This notion about what forces you believe are abroad out there, psychologists believe is extremely important in determining your motivation and determining your success in life. Psychologists believe that you can divide people into two basic groups called internals and externals. This division explains people’s views about what controls their destiny. Internals believe that what controls their destiny is basically themselves. They believe whether they have a success or a failure in life, it’s completely down to them, or more or less down to them. Externals believe they’re the victim of circumstance. They believe that really whatever happens to them is not under their control and it is other things, other forces at work in nature, that determine the future of their lives.
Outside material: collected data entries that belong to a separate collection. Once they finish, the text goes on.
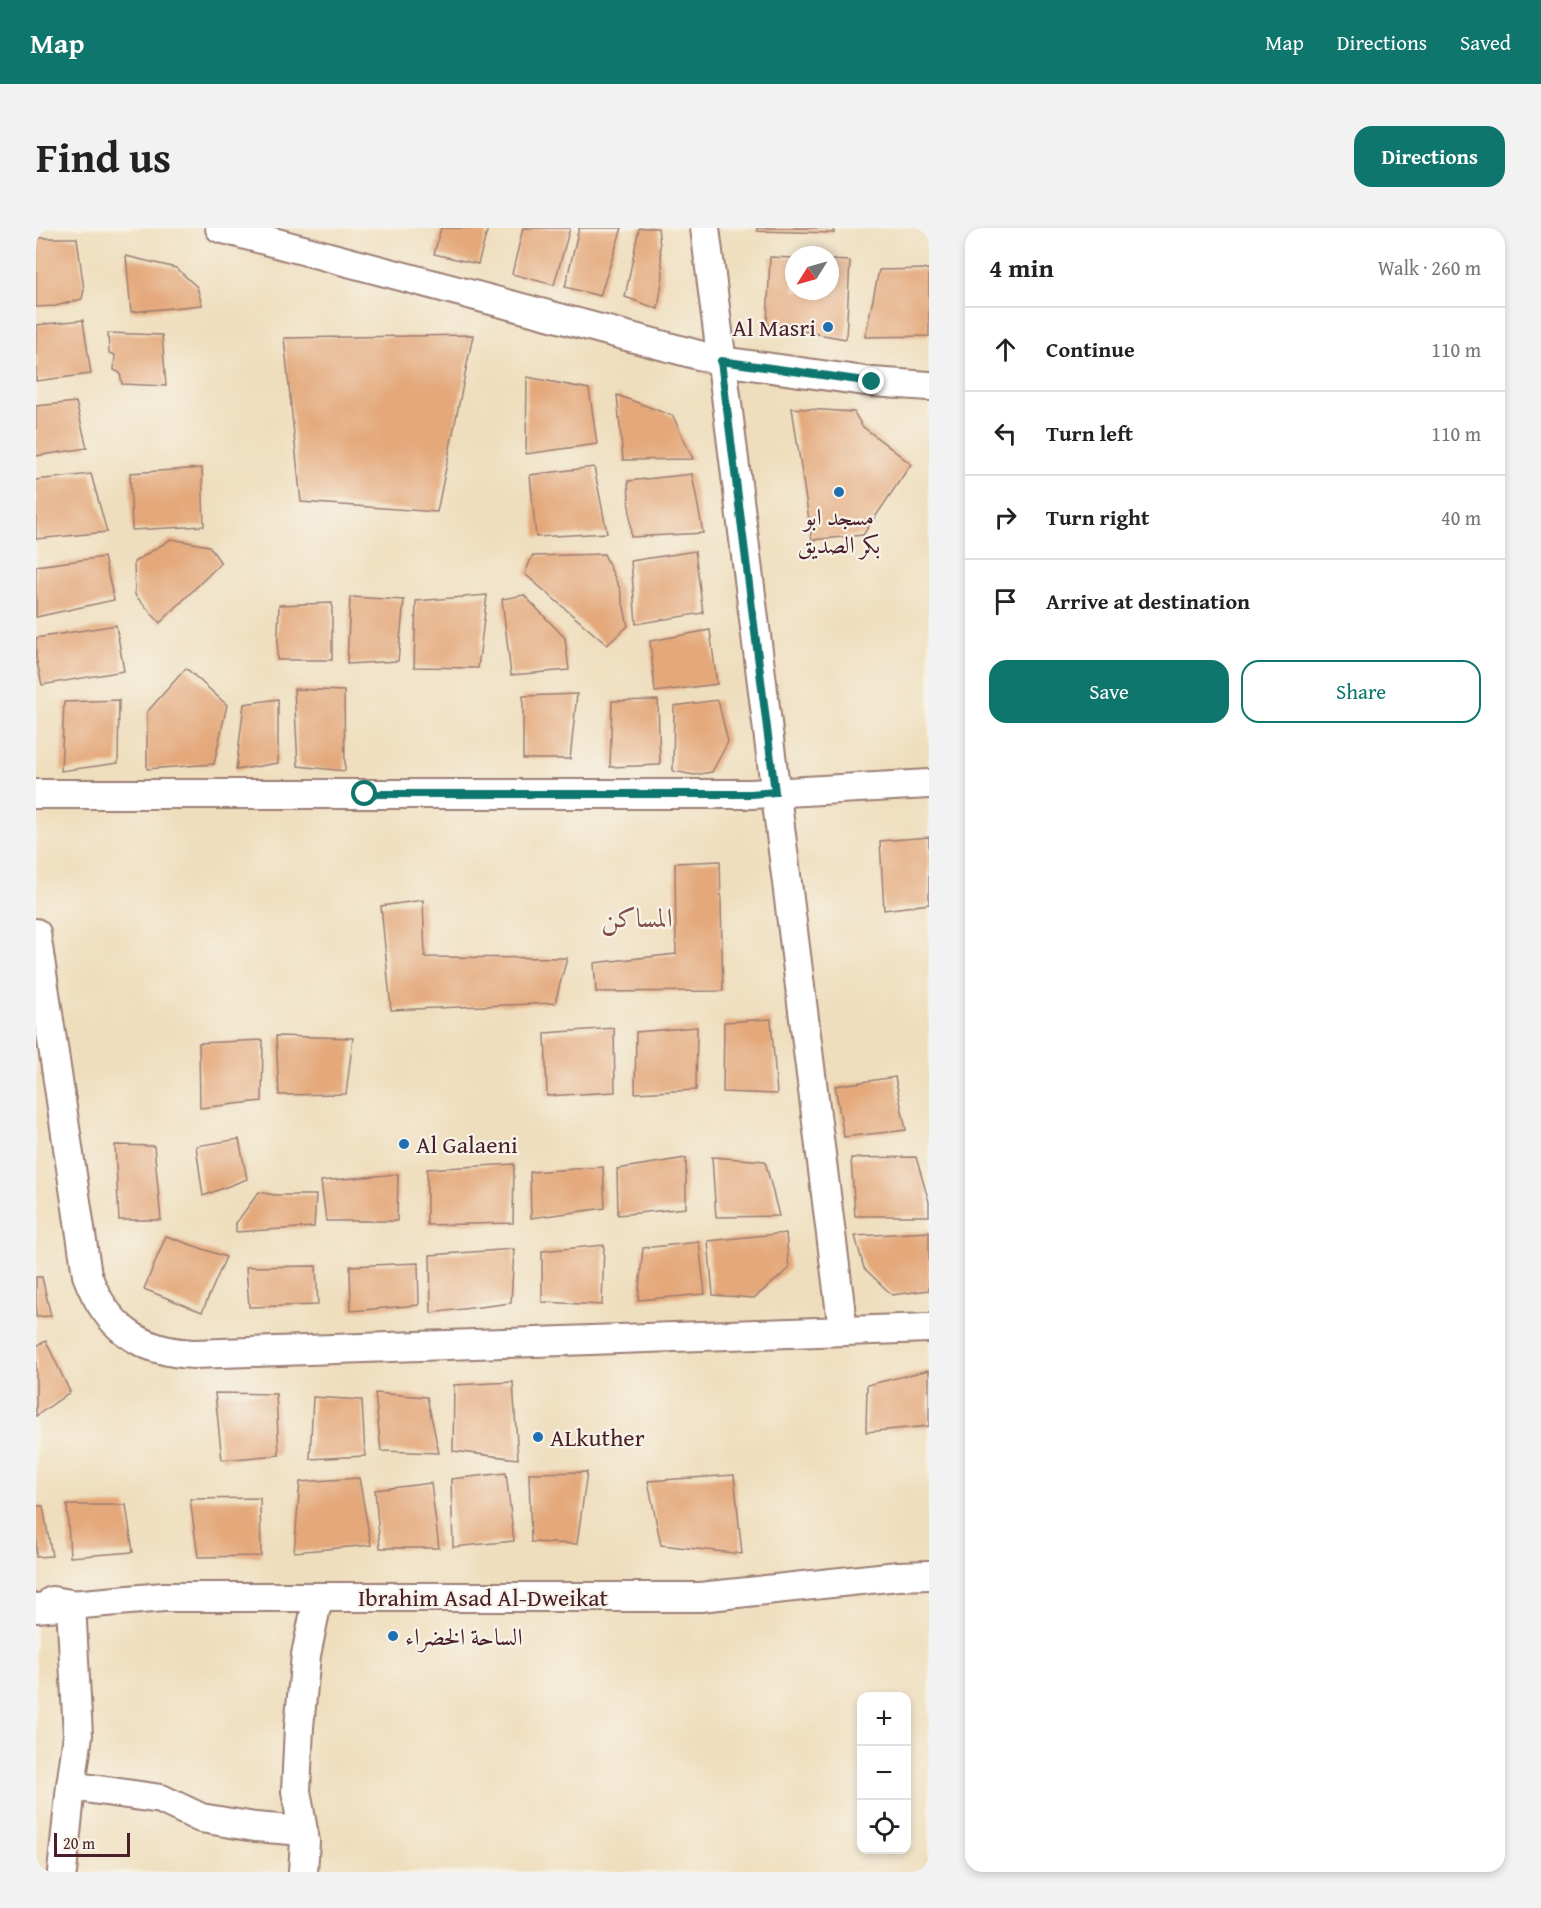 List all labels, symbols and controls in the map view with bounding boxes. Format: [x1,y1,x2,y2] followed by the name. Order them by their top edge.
[30,22,84,63] text: Map
[1265,27,1304,58] text: Map
[1337,27,1427,58] text: Directions
[1460,27,1511,58] text: Saved
[36,126,171,187] text: Find us
[1354,126,1505,187] button: Directions
[785,246,839,300] north arrow
[989,248,1054,287] text: 4 min
[1378,253,1481,282] text: Walk · 260 m
[732,310,816,345] place label: Al Masri
[821,320,835,334] marker: Al Masri
[989,333,1022,366] icon: ahead
[1046,333,1135,365] text: Continue
[1431,335,1481,364] text: 110 m
[858,368,884,394] route end
[989,417,1022,450] icon: left
[1046,417,1133,449] text: Turn left
[1431,419,1481,448] text: 110 m
[832,485,846,499] marker: مسجد ابو بكر الصديق
[798,499,880,562] place label: مسجد ابو بكر الصديق
[989,501,1022,534] icon: right
[1046,501,1149,533] text: Turn right
[1441,503,1481,532] text: 40 m
[989,585,1022,618] icon: arrive
[1046,585,1250,617] text: Arrive at destination
[989,660,1229,723] button: Save
[1241,660,1481,723] button: Share
[351,780,377,806] route start
[601,897,673,937] district label: المساكن
[416,1127,518,1162] place label: Al Galaeni
[397,1137,411,1151] marker: Al Galaeni
[550,1420,645,1455] place label: ALkuther
[531,1430,545,1444] marker: ALkuther
[358,1580,609,1615] street label: Ibrahim Asad Al-Dweikat
[405,1619,523,1654] place label: الساحة الخضراء
[386,1629,400,1643] marker: الساحة الخضراء
[857,1692,911,1854] map controls
[857,1692,911,1746] button: +
[857,1746,911,1800] button: −
[857,1800,911,1854] button: locate
[54,1830,130,1858] scale bar
[63,1831,95,1855] text: 20 m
So if you think about internals and externals, if they go to a job interview and they fail the interview, an internal would leave the job interview thinking to themselves, I need to get better qualifications or I need to brush up my interview technique in order to try and be more successful in the future.” An external leaving a job interview they’ve failed would say, “You know what, I didn’t stand a chance. They’d already decided who they were choosing for that job. It’s not my fault that I failed that job interview.”
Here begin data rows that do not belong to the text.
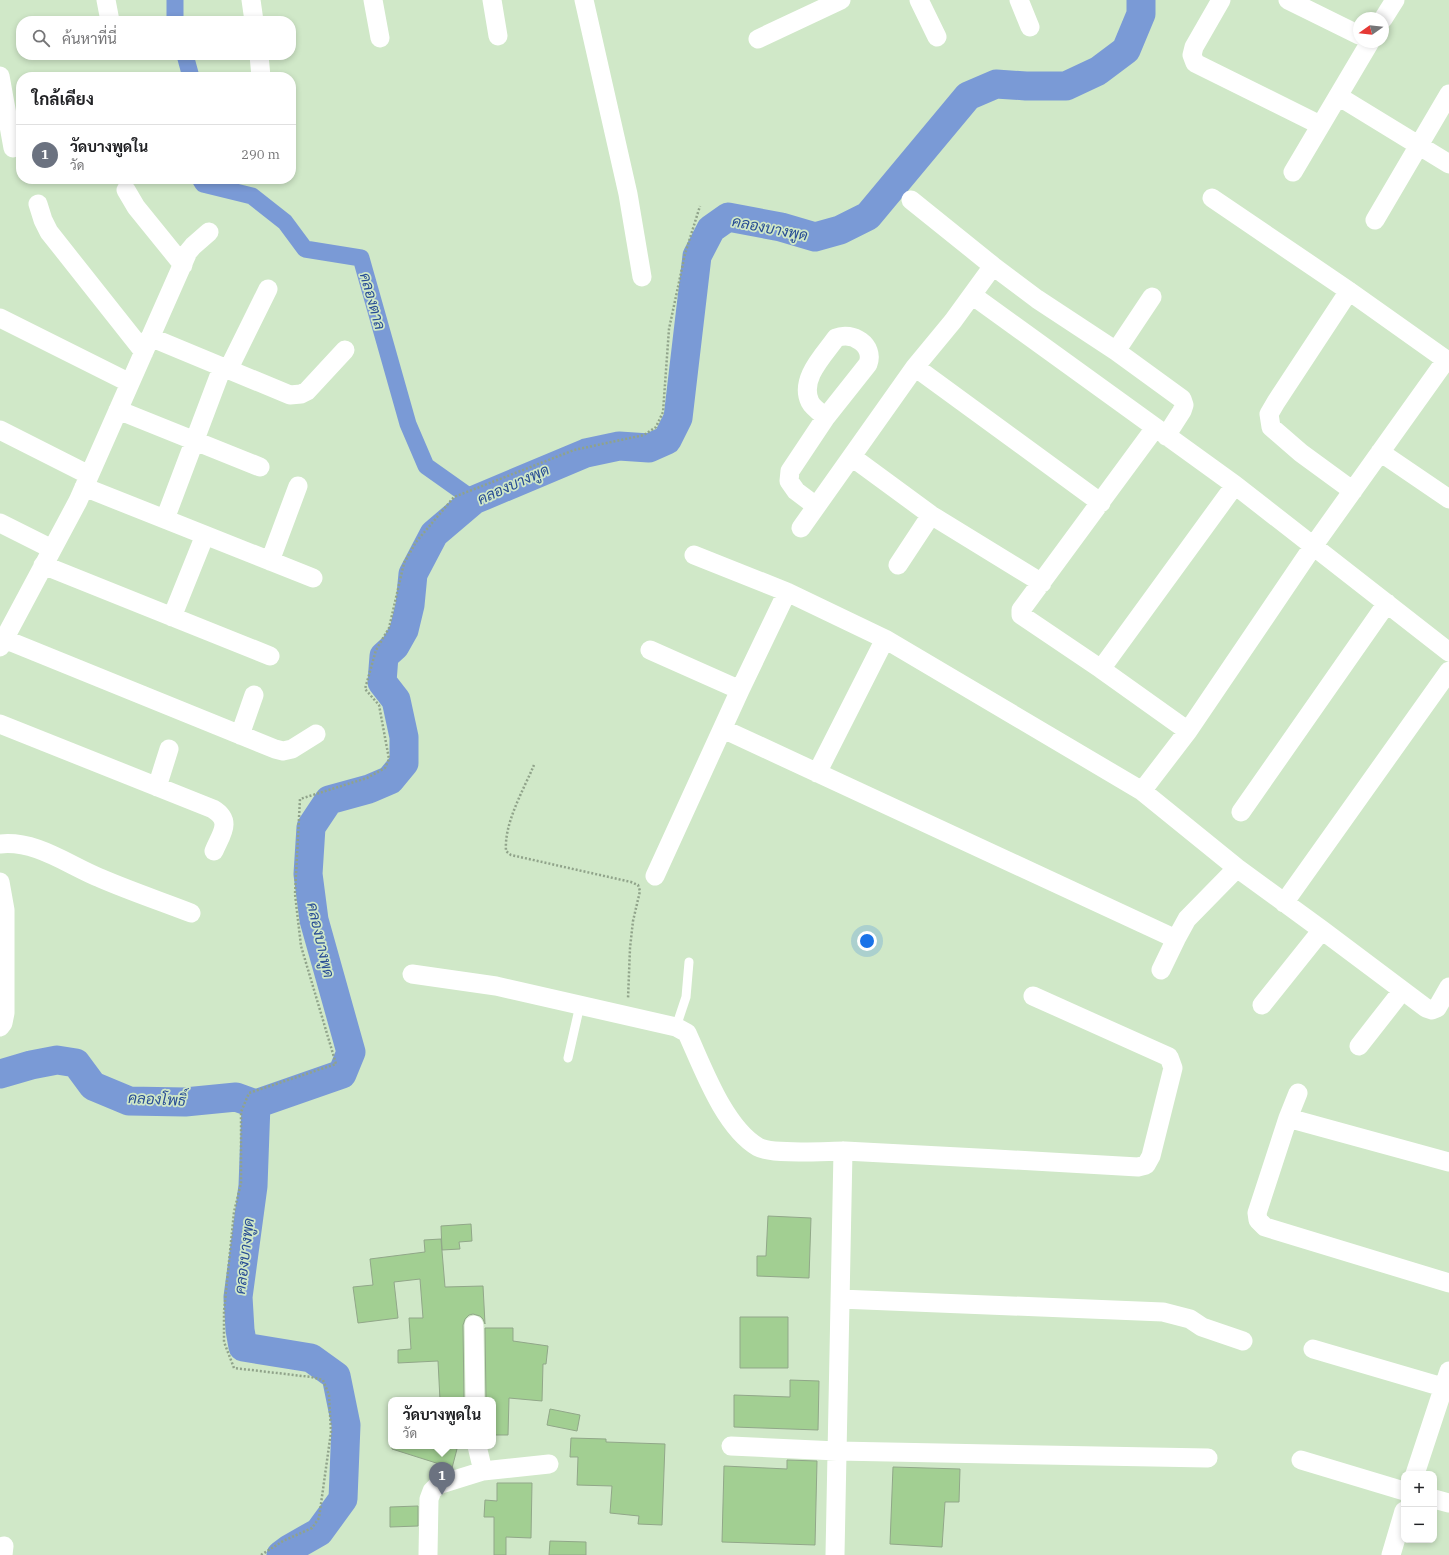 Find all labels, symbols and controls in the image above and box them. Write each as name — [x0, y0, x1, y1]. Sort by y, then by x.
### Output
north arrow — [1353, 12, 1389, 48]
search box — [16, 16, 296, 60]
icon: search — [30, 27, 52, 49]
text: ค้นหาที่นี่ — [62, 29, 117, 48]
text: ใกล้เคียง — [32, 88, 94, 110]
text: วัดบางพูดใน — [70, 137, 148, 156]
text: 1 — [41, 146, 49, 163]
text: 290 m — [241, 146, 280, 163]
text: วัด — [70, 157, 84, 174]
water label: คลองบางพูด — [730, 211, 810, 246]
water label: คลองตาล — [356, 270, 390, 332]
water label: คลองบางพูด — [474, 460, 552, 509]
water label: คลองบางพูด — [302, 900, 339, 980]
your location — [857, 931, 877, 951]
water label: คลองโพธิ์ — [128, 1083, 190, 1110]
water label: คลองบางพูด — [230, 1217, 259, 1295]
popup — [388, 1397, 496, 1449]
text: วัดบางพูดใน — [403, 1405, 481, 1424]
text: วัด — [403, 1425, 417, 1442]
pin: 1 — [429, 1462, 455, 1495]
map controls — [1401, 1471, 1437, 1543]
button: + — [1401, 1471, 1437, 1507]
button: − — [1401, 1507, 1437, 1543]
Now, whether you’re an internal or an external has dramatic implications on your behaviour. Internals tend to vote. Externals tend not to vote, because externals don’t believe they can have much impact on the world. They don’t believe they can make a difference. Externals tend to commit more crime, because externals don’t believe in the benefits of hard work. They like to take short cuts. Externals are more prone to a variety of psychological problems.
So this is clearly a very important personality dimension, and psychologists have been measuring the prevalence of internality and externality in the population at large since the early ‘Sixties when it was first devised. They discovered a dramatic and significant shift in the population at large in the Western world in terms of this dimension of internality and externality. The shift is that people are becoming dramatically more external in orientation, so much so that the average young person alive today aged between 18 and 21 is more external in orientation than 80% of young people of the same age alive in the early ‘Sixties. That is a dramatic shift towards externality in the population at large, and it has profound social implications in terms of crime rates, voting behaviour and declining motivational levels, because internal people are more motivated than externals. Teachers complain that they’re seeing declining levels of motivation in their pupils. This is partly a cultural phenomenon. Teachers in Western schools, in Britain for example, say they have to heap praise on their pupils for any marginally good piece of behaviour or any marginal effort they see in order to extract more motivation, whereas in Japan, a 12 year old has virtually got to get the Nobel Prize before they get any praise from their teachers.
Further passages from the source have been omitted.